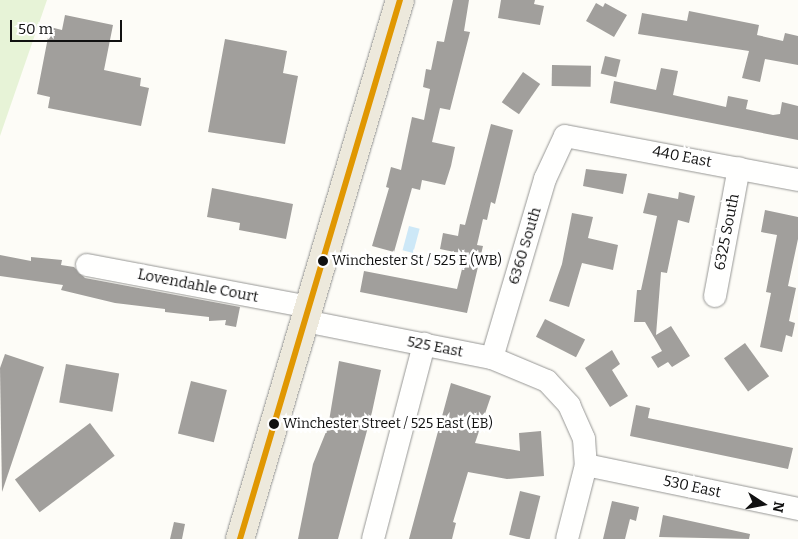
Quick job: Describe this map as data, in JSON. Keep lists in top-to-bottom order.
{
  "streets": {
    "street": [
      "440 East",
      "6325 South",
      "6360 South",
      "Lovendahle Court",
      "525 East",
      "530 East"
    ]
  },
  "crossings": [
    ["440 East", "6325 South"],
    ["440 East", "6360 South"],
    ["6360 South", "525 East"],
    ["Lovendahle Court", "525 East"],
    ["525 East", "530 East"]
  ],
  "places": ["Winchester St / 525 E (WB)", "Winchester Street / 525 East (EB)"],
  "scale_bar": "50 m",
  "north": "right"
}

Work instruction - All the records need to be set down word for word, with the images left out.

Answer section -
Quick job: Describe this map as data, in JSON. Keep lists in top-to-bottom order.
{
  "streets": {
    "street": [
      "440 East",
      "6325 South",
      "6360 South",
      "Lovendahle Court",
      "525 East",
      "530 East"
    ]
  },
  "crossings": [
    ["440 East", "6325 South"],
    ["440 East", "6360 South"],
    ["6360 South", "525 East"],
    ["Lovendahle Court", "525 East"],
    ["525 East", "530 East"]
  ],
  "places": ["Winchester St / 525 E (WB)", "Winchester Street / 525 East (EB)"],
  "scale_bar": "50 m",
  "north": "right"
}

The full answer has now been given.